(Data extracted from a collection)
###

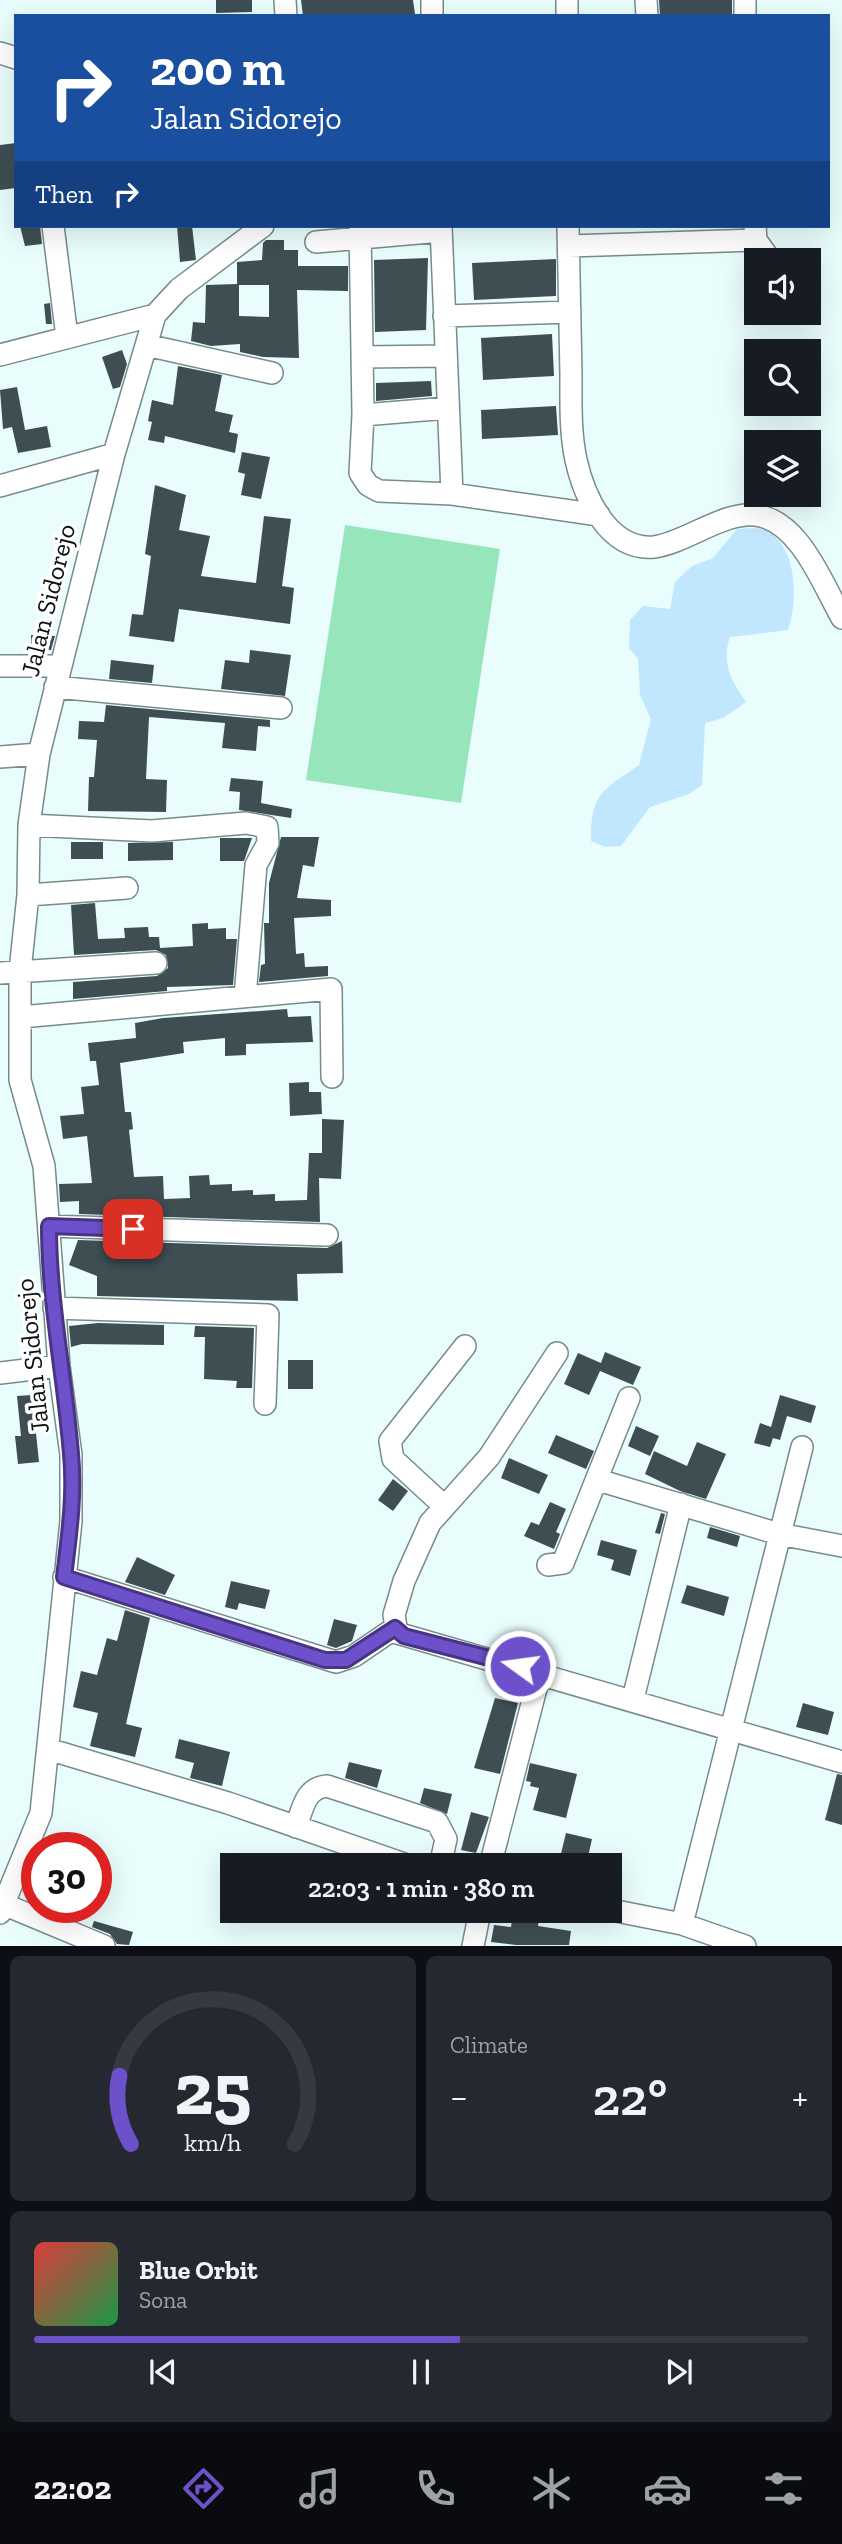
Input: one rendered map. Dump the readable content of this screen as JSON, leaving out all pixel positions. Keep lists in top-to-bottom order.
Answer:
{
  "streets": {
    "street": ["Jalan Sidorejo"]
  },
  "page": {
    "turn": ["200 m", "Jalan Sidorejo"],
    "then": "Then",
    "limit": "30",
    "trip": "22:03 · 1 min · 380 m",
    "tile": "Climate",
    "heat": ["−", "22°", "+"],
    "song": ["Blue Orbit", "Sona"],
    "tabs": "22:02",
    "gauge": ["25", "km/h"]
  }
}
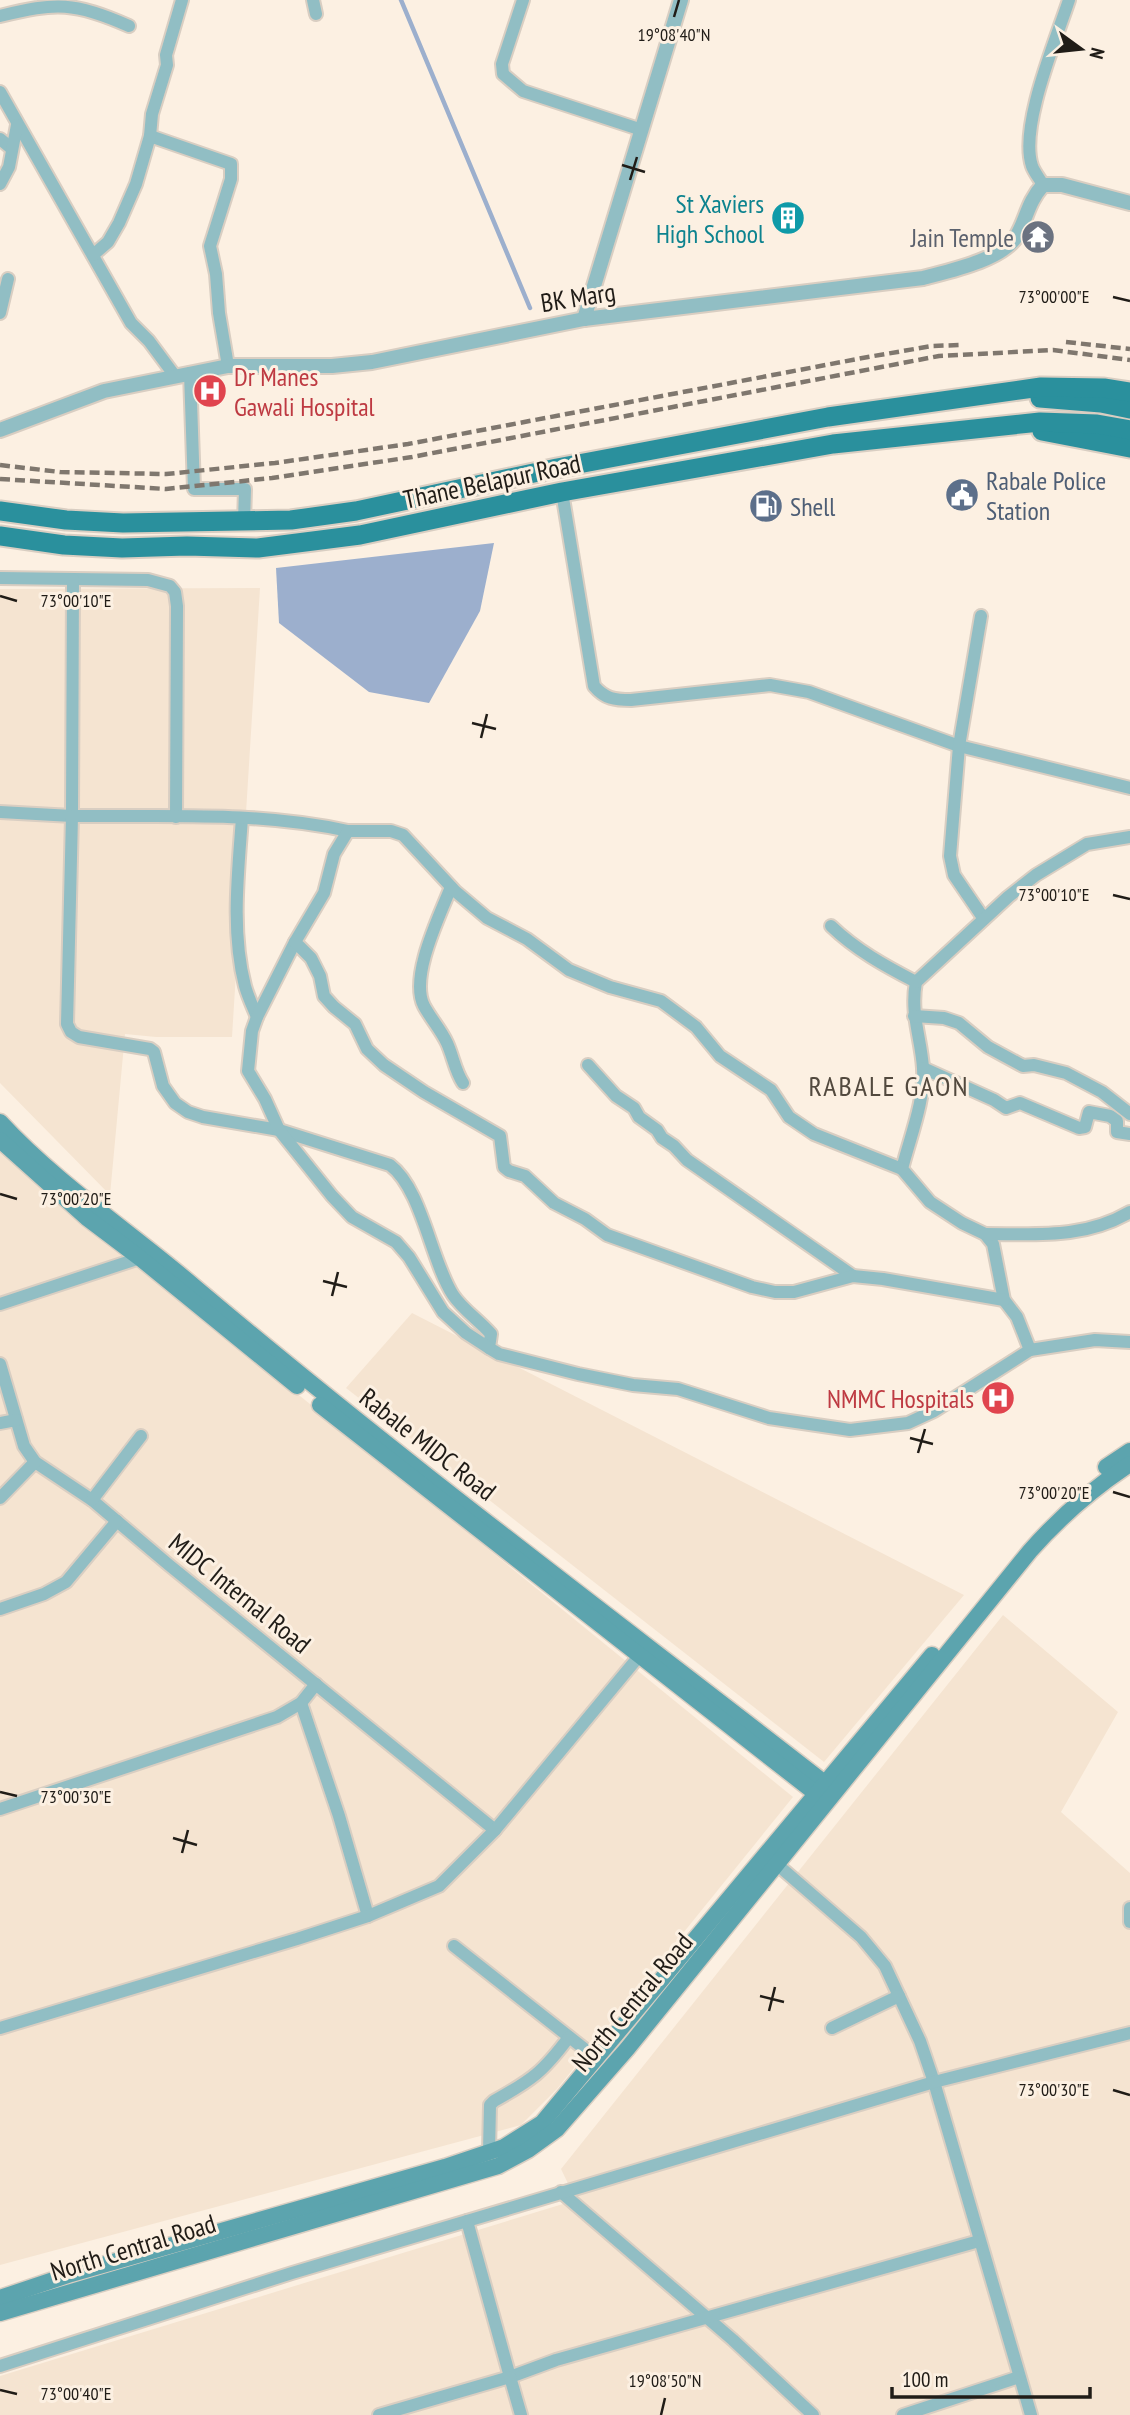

###

- Problem details -
Take the entries shown above and quote them verbatim, passing over the pictures.

- Task output -
Input: one rendered map. Dump the readable content of this screen as JSON, leaving out all pixel positions. Keep lists in top-to-bottom order.
Answer:
{
  "streets": {
    "street": ["Jalan Sidorejo"]
  },
  "page": {
    "turn": ["200 m", "Jalan Sidorejo"],
    "then": "Then",
    "limit": "30",
    "trip": "22:03 · 1 min · 380 m",
    "tile": "Climate",
    "heat": ["−", "22°", "+"],
    "song": ["Blue Orbit", "Sona"],
    "tabs": "22:02",
    "gauge": ["25", "km/h"]
  }
}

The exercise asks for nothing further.